Existing multi-view assembly datasets like Assembly101 focus on a single product type (toy take-apart kits) with limited diversity. Real manufacturing assembly spans an enormous range of complexity: PCB component placement, automotive sub-assembly, consumer electronics integration, mechanical fastening, cable routing, and quality inspection. Claru's multi-view assembly dataset captures 15+ distinct assembly configurations across electronics, automotive, consumer goods, and general mechanical assembly, with calibrated multi-camera setups that enable 3D reconstruction and novel view synthesis.
Research from CoRL 2023 and ICRA 2024 demonstrates that assembly policies trained on multi-view data with 3D annotations achieve 50-70% higher success rates on contact-rich insertion tasks compared to single-view policies, with the improvement increasing for tasks requiring higher precision (sub-millimeter tolerances on PCB component placement) or complex 3D reasoning (cable routing, gasket seating).
Sensor Configuration and Collection Methodology
Each assembly station uses 4-6 synchronized cameras arranged to provide full coverage of the workspace from complementary angles. The typical configuration includes: two overhead cameras (FLIR Blackfly S, 1920x1080, global shutter) at 45-degree opposing angles for top-down coverage, two side-mounted cameras at workpiece level for insertion visibility, and 1-2 Intel RealSense D455 depth sensors providing direct depth measurements. All cameras are hardware-triggered to a common clock with synchronization within 1ms across all views.

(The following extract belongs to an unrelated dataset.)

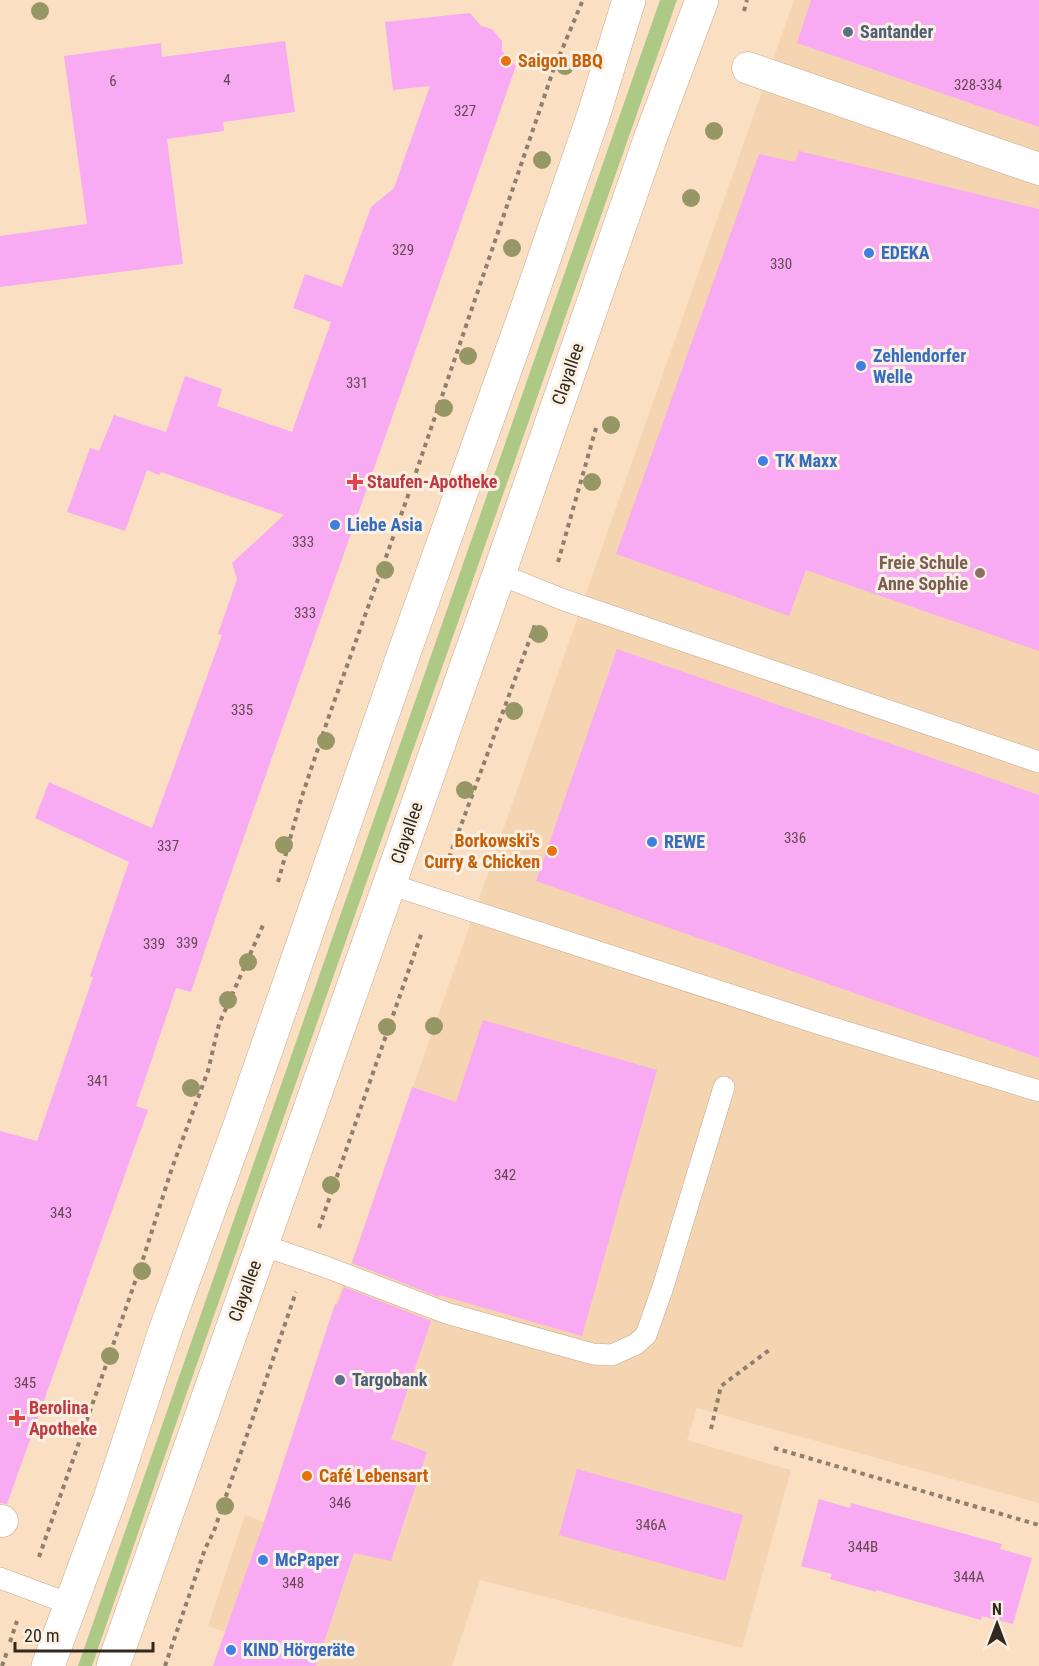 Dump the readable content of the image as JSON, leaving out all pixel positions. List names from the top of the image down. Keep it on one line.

Camera calibration uses a multi-stage process: intrinsic calibration per camera via ChArUco board, stereo calibration between each camera pair, and a global multi-camera calibration that establishes a unified world coordinate frame for the assembly workspace. Calibration is verified at the start of each collection session using a calibration object placed at known positions. Reprojection error is maintained below 0.5 pixels across all camera pairs.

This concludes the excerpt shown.